Using the records below, find every line that includes "stream" and copy it.

(Stored items)
========
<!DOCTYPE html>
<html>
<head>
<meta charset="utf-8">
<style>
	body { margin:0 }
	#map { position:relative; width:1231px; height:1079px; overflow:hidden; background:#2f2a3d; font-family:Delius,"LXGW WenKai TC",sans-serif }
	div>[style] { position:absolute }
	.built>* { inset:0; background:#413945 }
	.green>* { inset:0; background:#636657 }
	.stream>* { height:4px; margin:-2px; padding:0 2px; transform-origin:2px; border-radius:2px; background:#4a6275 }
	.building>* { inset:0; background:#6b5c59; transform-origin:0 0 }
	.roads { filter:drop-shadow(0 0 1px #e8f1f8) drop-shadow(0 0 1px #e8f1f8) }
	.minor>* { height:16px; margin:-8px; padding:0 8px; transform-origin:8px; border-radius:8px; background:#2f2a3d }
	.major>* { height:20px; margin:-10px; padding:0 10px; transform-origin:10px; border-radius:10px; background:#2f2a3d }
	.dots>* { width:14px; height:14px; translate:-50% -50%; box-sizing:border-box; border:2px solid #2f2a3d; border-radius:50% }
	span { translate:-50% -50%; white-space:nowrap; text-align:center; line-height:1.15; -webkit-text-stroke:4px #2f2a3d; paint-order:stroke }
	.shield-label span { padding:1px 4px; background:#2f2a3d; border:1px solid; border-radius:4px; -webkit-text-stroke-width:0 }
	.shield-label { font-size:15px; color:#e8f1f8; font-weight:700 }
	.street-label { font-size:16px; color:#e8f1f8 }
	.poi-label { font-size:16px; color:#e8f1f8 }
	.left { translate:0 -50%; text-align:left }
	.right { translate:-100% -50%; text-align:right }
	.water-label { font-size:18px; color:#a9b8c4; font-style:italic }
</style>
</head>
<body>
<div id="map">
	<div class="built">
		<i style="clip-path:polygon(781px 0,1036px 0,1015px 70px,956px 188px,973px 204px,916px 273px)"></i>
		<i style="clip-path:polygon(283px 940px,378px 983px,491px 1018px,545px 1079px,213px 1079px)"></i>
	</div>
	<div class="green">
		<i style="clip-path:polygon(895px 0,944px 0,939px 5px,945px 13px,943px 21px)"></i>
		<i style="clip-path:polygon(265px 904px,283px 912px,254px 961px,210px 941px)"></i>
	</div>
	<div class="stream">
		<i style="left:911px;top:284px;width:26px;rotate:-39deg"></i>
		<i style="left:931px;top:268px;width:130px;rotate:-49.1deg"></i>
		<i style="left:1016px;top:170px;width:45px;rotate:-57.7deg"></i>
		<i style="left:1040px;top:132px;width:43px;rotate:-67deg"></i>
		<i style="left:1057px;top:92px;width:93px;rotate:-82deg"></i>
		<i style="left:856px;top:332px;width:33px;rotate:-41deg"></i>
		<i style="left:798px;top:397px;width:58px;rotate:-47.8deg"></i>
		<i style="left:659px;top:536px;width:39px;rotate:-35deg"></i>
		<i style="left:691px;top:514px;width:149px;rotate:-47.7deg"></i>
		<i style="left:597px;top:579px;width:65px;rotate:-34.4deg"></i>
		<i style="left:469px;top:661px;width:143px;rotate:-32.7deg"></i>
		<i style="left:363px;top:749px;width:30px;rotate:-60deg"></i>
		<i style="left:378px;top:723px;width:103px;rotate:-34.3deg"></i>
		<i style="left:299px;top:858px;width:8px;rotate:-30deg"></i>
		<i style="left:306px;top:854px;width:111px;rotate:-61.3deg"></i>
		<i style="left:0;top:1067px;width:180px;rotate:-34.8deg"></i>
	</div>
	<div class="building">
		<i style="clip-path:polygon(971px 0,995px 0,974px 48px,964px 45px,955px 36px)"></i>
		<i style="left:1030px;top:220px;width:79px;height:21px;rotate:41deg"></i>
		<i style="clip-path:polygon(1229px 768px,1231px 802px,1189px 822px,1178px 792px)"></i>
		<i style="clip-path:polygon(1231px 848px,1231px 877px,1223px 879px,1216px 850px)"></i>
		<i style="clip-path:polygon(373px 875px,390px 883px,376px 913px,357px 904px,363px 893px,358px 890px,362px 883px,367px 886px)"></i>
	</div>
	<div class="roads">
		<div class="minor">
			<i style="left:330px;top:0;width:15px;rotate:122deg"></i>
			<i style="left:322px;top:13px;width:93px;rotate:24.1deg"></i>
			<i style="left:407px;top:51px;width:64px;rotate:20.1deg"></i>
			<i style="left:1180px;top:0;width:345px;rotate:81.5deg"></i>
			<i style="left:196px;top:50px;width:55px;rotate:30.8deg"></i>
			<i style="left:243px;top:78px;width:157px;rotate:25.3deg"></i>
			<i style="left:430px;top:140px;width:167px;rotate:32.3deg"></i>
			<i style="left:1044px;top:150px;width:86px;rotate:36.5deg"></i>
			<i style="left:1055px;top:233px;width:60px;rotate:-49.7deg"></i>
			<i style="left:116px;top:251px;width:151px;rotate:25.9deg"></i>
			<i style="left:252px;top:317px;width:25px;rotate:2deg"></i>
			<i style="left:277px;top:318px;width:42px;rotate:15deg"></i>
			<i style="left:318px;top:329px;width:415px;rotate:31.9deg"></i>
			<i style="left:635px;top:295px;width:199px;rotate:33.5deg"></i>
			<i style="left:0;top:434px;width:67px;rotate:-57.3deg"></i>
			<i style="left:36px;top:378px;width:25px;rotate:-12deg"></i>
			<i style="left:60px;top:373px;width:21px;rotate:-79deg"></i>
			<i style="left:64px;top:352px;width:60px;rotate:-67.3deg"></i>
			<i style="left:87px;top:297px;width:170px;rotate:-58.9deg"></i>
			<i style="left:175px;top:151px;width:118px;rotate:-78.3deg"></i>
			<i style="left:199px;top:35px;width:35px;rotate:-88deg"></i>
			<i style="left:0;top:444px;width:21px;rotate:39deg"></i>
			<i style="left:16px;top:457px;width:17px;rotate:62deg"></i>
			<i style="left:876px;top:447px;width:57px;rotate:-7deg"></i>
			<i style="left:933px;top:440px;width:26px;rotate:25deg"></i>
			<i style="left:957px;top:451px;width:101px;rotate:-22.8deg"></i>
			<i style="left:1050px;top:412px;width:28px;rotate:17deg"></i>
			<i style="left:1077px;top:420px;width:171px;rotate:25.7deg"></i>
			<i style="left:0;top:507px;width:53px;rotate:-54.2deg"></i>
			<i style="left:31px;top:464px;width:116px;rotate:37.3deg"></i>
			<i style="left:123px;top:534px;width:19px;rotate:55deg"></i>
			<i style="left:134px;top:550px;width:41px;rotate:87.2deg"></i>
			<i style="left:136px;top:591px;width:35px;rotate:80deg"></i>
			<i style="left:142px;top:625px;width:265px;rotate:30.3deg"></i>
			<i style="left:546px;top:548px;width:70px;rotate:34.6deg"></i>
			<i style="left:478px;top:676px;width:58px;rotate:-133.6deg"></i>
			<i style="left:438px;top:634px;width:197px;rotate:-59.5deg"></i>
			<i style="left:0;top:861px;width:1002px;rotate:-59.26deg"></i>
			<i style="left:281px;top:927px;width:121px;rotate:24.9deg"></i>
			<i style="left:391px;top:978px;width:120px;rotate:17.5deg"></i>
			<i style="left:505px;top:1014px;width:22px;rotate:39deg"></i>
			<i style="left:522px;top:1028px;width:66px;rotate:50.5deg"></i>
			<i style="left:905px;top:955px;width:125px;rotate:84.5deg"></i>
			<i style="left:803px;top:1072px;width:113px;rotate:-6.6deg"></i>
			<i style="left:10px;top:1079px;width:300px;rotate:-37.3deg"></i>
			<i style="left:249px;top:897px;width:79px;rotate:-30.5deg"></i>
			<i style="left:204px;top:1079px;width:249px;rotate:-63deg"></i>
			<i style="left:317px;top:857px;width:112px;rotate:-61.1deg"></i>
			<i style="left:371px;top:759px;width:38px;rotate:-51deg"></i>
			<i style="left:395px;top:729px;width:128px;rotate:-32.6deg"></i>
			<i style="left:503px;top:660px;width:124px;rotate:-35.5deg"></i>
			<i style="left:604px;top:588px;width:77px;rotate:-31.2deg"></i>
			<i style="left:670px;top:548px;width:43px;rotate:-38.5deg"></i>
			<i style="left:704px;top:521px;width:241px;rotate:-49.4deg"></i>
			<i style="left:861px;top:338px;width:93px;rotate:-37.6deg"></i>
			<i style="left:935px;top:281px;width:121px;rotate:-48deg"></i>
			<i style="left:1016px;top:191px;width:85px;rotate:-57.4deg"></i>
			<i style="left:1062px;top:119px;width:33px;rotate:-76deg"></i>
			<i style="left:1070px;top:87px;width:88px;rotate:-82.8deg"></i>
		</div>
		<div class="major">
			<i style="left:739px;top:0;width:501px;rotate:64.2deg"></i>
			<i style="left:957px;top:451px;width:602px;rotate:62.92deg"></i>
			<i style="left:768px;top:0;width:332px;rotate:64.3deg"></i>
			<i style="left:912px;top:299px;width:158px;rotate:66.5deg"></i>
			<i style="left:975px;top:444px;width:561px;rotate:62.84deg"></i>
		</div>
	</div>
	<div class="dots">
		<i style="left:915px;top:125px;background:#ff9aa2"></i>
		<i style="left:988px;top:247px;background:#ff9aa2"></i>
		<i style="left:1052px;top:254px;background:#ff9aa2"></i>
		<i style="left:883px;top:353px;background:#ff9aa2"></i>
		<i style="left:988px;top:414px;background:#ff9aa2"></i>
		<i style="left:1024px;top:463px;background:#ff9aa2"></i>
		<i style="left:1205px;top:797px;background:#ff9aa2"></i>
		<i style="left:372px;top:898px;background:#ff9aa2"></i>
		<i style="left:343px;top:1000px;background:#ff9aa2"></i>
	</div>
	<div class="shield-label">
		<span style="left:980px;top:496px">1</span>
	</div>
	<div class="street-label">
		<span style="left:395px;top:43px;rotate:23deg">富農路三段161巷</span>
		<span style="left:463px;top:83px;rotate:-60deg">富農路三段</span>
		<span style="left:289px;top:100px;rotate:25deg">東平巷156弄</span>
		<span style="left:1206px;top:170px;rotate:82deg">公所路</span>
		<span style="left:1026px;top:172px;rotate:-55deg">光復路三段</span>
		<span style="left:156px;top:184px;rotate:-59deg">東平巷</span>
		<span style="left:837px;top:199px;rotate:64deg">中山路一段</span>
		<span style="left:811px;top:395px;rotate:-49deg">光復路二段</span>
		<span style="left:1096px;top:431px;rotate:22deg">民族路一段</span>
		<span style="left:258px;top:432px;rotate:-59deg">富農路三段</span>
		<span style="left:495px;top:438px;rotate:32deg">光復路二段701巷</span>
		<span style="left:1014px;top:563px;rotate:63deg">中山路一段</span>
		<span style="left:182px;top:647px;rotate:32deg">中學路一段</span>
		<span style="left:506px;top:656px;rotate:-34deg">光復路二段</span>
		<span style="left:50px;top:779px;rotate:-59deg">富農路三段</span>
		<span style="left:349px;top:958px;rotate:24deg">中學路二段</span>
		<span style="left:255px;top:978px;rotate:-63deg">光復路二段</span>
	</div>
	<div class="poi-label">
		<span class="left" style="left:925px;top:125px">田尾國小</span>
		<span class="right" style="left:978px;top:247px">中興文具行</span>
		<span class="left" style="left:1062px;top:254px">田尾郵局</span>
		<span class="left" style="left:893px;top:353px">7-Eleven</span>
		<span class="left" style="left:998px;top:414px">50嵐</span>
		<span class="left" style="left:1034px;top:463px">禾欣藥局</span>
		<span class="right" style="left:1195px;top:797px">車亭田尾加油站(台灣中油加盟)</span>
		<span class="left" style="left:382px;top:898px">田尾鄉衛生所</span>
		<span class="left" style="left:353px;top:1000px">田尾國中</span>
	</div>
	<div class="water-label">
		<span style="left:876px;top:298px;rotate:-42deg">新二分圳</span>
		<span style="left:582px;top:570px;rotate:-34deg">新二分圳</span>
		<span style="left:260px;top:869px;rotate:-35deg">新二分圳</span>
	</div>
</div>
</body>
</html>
========
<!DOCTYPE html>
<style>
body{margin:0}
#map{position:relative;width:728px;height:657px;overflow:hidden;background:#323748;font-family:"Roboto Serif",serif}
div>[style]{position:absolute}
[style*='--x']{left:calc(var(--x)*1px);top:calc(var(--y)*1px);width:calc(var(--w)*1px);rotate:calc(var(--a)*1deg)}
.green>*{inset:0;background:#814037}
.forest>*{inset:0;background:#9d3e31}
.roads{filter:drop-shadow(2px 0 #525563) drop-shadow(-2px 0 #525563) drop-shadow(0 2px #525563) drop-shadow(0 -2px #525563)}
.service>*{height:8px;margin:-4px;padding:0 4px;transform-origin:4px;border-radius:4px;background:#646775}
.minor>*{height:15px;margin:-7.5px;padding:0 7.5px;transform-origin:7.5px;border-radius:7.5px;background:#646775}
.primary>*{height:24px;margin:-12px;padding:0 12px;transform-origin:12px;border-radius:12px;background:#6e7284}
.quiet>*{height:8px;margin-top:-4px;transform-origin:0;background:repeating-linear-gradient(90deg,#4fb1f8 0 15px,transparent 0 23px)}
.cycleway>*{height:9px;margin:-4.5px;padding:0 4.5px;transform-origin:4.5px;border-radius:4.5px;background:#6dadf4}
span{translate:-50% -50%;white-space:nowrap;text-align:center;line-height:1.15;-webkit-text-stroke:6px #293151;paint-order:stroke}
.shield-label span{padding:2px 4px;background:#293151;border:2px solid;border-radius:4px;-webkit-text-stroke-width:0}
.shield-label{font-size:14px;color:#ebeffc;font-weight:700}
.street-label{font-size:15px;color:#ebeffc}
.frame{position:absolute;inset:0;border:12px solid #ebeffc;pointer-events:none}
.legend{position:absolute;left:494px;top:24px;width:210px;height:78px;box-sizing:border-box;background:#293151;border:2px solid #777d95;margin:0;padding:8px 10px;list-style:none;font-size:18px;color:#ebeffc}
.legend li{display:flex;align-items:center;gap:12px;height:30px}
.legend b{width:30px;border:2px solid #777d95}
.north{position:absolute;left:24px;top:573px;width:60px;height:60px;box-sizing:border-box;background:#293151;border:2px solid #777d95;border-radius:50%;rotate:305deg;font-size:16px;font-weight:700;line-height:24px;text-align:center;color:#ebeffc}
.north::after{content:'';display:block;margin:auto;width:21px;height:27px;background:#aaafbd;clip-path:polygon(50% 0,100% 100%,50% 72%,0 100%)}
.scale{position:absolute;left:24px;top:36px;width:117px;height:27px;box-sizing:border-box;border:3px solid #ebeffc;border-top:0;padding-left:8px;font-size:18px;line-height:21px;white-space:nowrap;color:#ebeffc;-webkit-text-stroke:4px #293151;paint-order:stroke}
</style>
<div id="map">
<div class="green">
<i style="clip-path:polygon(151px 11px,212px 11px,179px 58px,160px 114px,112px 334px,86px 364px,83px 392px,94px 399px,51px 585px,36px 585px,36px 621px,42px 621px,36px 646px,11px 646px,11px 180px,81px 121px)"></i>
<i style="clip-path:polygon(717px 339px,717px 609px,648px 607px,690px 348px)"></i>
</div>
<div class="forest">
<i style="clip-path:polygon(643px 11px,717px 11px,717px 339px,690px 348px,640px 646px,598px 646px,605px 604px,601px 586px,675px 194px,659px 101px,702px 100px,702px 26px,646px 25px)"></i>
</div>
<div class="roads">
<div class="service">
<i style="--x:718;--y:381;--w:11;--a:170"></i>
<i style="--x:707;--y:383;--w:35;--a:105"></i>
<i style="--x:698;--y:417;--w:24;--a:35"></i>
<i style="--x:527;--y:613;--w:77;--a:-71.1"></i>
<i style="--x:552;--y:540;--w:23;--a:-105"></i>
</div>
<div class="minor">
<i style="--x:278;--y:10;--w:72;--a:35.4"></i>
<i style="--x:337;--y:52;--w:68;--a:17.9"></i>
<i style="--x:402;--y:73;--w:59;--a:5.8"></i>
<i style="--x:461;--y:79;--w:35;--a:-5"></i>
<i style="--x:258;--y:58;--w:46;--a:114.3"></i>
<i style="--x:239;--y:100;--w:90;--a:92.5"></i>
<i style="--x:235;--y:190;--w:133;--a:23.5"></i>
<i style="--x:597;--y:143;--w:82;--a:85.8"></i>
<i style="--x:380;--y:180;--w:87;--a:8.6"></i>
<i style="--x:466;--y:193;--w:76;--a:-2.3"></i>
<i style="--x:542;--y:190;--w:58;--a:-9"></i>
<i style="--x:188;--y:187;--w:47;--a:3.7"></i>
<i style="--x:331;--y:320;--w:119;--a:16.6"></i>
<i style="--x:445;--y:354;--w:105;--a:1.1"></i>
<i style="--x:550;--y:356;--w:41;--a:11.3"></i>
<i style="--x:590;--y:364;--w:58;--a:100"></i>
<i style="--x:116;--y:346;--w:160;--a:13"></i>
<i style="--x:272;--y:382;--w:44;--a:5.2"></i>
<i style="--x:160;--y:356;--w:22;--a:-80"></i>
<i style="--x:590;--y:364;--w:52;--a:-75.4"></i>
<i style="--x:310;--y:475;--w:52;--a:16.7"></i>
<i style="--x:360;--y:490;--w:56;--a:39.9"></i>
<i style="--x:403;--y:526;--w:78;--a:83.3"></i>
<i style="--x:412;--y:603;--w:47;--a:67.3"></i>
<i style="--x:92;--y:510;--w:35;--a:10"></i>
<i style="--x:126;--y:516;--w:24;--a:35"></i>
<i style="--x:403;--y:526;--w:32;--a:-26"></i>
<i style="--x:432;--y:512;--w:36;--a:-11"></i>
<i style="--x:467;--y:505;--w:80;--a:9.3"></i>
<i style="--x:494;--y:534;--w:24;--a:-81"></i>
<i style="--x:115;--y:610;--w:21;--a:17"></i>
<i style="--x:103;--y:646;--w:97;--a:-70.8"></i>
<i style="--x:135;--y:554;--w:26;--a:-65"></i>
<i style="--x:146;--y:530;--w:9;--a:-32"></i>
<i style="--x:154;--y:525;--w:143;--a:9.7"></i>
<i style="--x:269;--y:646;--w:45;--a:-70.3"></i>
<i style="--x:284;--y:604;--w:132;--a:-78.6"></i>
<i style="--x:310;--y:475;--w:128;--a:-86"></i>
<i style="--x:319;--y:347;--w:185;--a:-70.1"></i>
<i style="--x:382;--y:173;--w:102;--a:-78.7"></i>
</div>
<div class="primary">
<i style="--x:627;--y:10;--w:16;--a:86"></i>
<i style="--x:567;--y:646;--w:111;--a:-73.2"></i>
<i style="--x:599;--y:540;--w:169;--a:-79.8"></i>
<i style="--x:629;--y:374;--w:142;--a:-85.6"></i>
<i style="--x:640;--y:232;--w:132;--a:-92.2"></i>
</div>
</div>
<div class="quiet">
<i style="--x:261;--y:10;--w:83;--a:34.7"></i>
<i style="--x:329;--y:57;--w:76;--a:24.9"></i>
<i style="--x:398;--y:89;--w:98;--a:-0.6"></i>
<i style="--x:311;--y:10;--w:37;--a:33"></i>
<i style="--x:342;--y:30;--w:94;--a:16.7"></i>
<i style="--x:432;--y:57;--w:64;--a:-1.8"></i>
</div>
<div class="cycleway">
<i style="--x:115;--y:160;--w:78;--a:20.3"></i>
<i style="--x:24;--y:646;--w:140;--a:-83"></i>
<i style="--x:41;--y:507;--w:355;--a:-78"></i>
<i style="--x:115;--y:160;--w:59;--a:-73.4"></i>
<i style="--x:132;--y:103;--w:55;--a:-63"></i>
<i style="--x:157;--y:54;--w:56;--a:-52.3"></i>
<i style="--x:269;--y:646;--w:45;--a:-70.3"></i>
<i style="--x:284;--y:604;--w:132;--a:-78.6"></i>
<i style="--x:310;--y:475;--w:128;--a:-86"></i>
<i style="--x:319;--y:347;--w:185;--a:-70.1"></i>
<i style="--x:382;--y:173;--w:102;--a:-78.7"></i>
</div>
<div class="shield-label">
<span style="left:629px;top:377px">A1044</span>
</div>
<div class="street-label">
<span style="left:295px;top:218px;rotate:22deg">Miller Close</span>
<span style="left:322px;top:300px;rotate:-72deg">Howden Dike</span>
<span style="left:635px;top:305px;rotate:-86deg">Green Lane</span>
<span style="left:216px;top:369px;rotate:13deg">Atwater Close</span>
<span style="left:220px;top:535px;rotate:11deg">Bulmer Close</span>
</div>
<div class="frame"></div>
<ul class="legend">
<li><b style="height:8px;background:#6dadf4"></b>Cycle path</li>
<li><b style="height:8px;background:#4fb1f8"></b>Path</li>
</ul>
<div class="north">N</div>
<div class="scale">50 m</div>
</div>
========
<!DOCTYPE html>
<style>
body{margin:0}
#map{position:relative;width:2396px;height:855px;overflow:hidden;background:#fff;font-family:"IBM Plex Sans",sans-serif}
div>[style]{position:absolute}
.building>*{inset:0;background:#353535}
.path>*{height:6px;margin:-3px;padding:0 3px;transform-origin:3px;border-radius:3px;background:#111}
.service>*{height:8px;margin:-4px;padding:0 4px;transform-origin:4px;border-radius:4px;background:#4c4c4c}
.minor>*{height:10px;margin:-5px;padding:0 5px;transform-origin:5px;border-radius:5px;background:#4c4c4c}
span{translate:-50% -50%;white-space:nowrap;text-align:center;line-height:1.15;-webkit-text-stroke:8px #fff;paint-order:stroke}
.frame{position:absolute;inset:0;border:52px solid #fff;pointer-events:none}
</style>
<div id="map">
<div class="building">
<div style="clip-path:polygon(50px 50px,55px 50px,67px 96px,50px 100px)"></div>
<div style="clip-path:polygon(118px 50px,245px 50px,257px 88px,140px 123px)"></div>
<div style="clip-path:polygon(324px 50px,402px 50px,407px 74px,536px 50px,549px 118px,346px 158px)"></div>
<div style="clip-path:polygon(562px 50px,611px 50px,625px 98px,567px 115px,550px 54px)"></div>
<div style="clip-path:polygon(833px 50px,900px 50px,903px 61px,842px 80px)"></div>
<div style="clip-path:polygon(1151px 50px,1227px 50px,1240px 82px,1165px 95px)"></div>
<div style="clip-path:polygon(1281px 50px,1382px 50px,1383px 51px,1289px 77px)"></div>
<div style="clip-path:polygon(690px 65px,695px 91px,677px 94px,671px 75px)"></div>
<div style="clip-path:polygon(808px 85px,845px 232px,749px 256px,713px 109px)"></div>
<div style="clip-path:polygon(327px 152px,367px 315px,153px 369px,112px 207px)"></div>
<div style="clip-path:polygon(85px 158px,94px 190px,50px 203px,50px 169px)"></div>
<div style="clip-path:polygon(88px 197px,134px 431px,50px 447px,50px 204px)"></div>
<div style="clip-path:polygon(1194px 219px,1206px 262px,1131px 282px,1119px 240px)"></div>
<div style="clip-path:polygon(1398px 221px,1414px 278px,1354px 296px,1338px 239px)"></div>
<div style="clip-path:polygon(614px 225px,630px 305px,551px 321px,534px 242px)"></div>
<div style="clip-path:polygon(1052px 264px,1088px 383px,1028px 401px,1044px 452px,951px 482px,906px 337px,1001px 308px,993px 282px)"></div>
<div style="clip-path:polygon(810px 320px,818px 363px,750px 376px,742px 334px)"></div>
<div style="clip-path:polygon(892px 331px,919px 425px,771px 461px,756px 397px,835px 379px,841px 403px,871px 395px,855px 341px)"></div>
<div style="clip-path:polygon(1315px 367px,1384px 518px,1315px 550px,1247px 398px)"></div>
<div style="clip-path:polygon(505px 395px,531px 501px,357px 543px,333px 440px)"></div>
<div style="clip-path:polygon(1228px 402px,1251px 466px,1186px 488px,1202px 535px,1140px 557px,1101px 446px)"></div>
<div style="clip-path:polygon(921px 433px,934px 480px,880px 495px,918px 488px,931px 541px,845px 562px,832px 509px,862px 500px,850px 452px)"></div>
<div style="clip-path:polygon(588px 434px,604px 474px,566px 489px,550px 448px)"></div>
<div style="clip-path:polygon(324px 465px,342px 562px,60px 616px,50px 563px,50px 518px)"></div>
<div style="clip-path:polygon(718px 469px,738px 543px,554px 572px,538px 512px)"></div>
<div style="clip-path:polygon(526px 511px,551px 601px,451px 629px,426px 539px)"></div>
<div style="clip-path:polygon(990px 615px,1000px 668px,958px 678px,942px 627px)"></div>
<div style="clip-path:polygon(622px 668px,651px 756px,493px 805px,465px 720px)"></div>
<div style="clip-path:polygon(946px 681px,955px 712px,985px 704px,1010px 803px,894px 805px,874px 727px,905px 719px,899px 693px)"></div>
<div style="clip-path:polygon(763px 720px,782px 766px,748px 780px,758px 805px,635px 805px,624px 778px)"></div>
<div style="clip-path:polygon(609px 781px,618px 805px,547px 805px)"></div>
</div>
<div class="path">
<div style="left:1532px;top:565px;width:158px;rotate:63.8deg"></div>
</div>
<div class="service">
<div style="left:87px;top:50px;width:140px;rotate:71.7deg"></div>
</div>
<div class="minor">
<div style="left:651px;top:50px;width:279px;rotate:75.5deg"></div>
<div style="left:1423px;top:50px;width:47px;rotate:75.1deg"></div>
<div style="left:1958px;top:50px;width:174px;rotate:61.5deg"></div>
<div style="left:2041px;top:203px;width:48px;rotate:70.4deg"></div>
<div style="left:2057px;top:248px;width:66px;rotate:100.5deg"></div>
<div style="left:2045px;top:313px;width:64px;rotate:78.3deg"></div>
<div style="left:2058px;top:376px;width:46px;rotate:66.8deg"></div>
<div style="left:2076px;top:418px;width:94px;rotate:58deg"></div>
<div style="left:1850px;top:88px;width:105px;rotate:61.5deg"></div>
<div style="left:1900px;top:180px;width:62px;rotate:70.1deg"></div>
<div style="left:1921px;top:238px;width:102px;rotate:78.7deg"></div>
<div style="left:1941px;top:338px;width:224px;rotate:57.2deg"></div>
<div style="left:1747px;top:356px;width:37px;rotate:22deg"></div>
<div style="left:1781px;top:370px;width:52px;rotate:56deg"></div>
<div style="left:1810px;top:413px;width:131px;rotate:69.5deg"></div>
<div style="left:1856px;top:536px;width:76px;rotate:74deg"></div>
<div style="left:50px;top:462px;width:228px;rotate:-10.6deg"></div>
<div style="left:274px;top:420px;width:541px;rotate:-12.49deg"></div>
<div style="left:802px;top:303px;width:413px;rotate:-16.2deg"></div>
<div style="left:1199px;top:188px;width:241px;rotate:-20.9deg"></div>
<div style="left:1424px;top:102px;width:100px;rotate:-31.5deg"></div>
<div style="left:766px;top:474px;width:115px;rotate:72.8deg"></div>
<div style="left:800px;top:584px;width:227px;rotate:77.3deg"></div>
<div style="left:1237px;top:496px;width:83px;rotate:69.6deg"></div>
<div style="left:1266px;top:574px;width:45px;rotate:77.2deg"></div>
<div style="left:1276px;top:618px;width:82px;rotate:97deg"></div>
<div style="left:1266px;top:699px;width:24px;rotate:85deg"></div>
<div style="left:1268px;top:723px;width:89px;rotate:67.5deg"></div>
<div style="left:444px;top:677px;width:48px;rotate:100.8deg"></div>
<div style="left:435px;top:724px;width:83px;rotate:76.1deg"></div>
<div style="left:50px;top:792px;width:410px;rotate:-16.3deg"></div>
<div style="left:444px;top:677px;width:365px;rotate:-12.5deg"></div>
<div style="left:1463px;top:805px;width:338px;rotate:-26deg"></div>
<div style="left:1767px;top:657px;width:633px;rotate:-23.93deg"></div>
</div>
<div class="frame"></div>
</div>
========
Written answer »
	.stream>* { height:4px; margin:-2px; padding:0 2px; transform-origin:2px; border-radius:2px; background:#4a6275 }
	<div class="stream">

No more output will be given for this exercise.